▶ TASK DIRECTIONS
Your answer is a copy of every line in the records where "مشهدی" appears.

(Items from a dataset)
------------------------------------------------------------------------

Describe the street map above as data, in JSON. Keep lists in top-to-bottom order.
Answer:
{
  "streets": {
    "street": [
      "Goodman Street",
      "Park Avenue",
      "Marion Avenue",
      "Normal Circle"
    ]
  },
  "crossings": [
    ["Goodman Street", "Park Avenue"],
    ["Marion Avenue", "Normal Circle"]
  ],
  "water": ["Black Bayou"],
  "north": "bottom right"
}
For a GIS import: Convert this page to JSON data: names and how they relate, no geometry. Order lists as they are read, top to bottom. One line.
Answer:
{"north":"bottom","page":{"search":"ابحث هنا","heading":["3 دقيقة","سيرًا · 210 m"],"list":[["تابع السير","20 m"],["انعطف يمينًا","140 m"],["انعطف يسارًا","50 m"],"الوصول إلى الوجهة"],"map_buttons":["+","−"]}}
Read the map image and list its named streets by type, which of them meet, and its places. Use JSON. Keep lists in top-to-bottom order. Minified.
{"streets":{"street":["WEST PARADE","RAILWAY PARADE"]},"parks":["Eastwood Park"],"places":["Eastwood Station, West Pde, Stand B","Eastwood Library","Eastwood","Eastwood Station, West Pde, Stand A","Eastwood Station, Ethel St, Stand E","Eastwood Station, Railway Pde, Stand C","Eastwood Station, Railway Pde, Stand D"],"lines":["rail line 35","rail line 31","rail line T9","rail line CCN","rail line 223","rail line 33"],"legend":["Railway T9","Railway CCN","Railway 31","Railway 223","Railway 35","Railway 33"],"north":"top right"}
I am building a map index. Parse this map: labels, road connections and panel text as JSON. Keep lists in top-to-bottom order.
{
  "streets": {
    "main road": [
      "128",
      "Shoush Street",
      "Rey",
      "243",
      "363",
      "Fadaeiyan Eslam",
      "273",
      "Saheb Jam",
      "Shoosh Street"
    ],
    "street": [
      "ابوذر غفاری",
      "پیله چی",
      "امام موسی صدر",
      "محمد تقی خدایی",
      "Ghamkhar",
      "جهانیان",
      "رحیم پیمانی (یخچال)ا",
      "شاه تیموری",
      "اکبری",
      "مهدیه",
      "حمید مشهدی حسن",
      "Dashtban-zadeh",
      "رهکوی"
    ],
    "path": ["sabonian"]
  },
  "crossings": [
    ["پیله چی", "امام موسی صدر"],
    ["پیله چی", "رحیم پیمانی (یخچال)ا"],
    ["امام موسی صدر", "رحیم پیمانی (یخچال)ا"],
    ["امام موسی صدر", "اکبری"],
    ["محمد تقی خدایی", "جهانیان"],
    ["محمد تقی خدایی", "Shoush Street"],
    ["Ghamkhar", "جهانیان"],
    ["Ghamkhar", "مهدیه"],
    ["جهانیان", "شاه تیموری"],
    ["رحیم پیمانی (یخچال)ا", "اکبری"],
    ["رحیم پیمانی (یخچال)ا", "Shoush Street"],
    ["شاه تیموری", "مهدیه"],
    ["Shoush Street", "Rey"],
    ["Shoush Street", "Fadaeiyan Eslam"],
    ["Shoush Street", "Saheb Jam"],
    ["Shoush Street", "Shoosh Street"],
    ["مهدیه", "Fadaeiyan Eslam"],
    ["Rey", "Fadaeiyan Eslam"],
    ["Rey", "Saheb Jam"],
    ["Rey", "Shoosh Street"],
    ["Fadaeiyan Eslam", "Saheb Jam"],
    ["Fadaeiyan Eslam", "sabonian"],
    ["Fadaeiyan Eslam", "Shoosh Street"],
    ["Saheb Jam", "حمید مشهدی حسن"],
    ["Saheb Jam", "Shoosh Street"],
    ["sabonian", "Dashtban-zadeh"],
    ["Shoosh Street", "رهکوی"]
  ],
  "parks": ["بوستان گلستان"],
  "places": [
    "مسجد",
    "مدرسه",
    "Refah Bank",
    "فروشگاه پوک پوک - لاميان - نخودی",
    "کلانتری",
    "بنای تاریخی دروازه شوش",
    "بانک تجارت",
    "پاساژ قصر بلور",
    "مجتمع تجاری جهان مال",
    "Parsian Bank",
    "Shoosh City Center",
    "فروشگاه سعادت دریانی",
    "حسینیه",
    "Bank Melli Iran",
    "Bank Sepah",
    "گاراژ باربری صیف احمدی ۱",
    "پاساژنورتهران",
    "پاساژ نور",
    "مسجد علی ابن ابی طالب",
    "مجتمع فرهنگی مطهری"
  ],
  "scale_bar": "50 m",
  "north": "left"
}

------------------------------------------------------------------------

▶ YOUR SOLUTION
      "حمید مشهدی حسن",
    ["Saheb Jam", "حمید مشهدی حسن"],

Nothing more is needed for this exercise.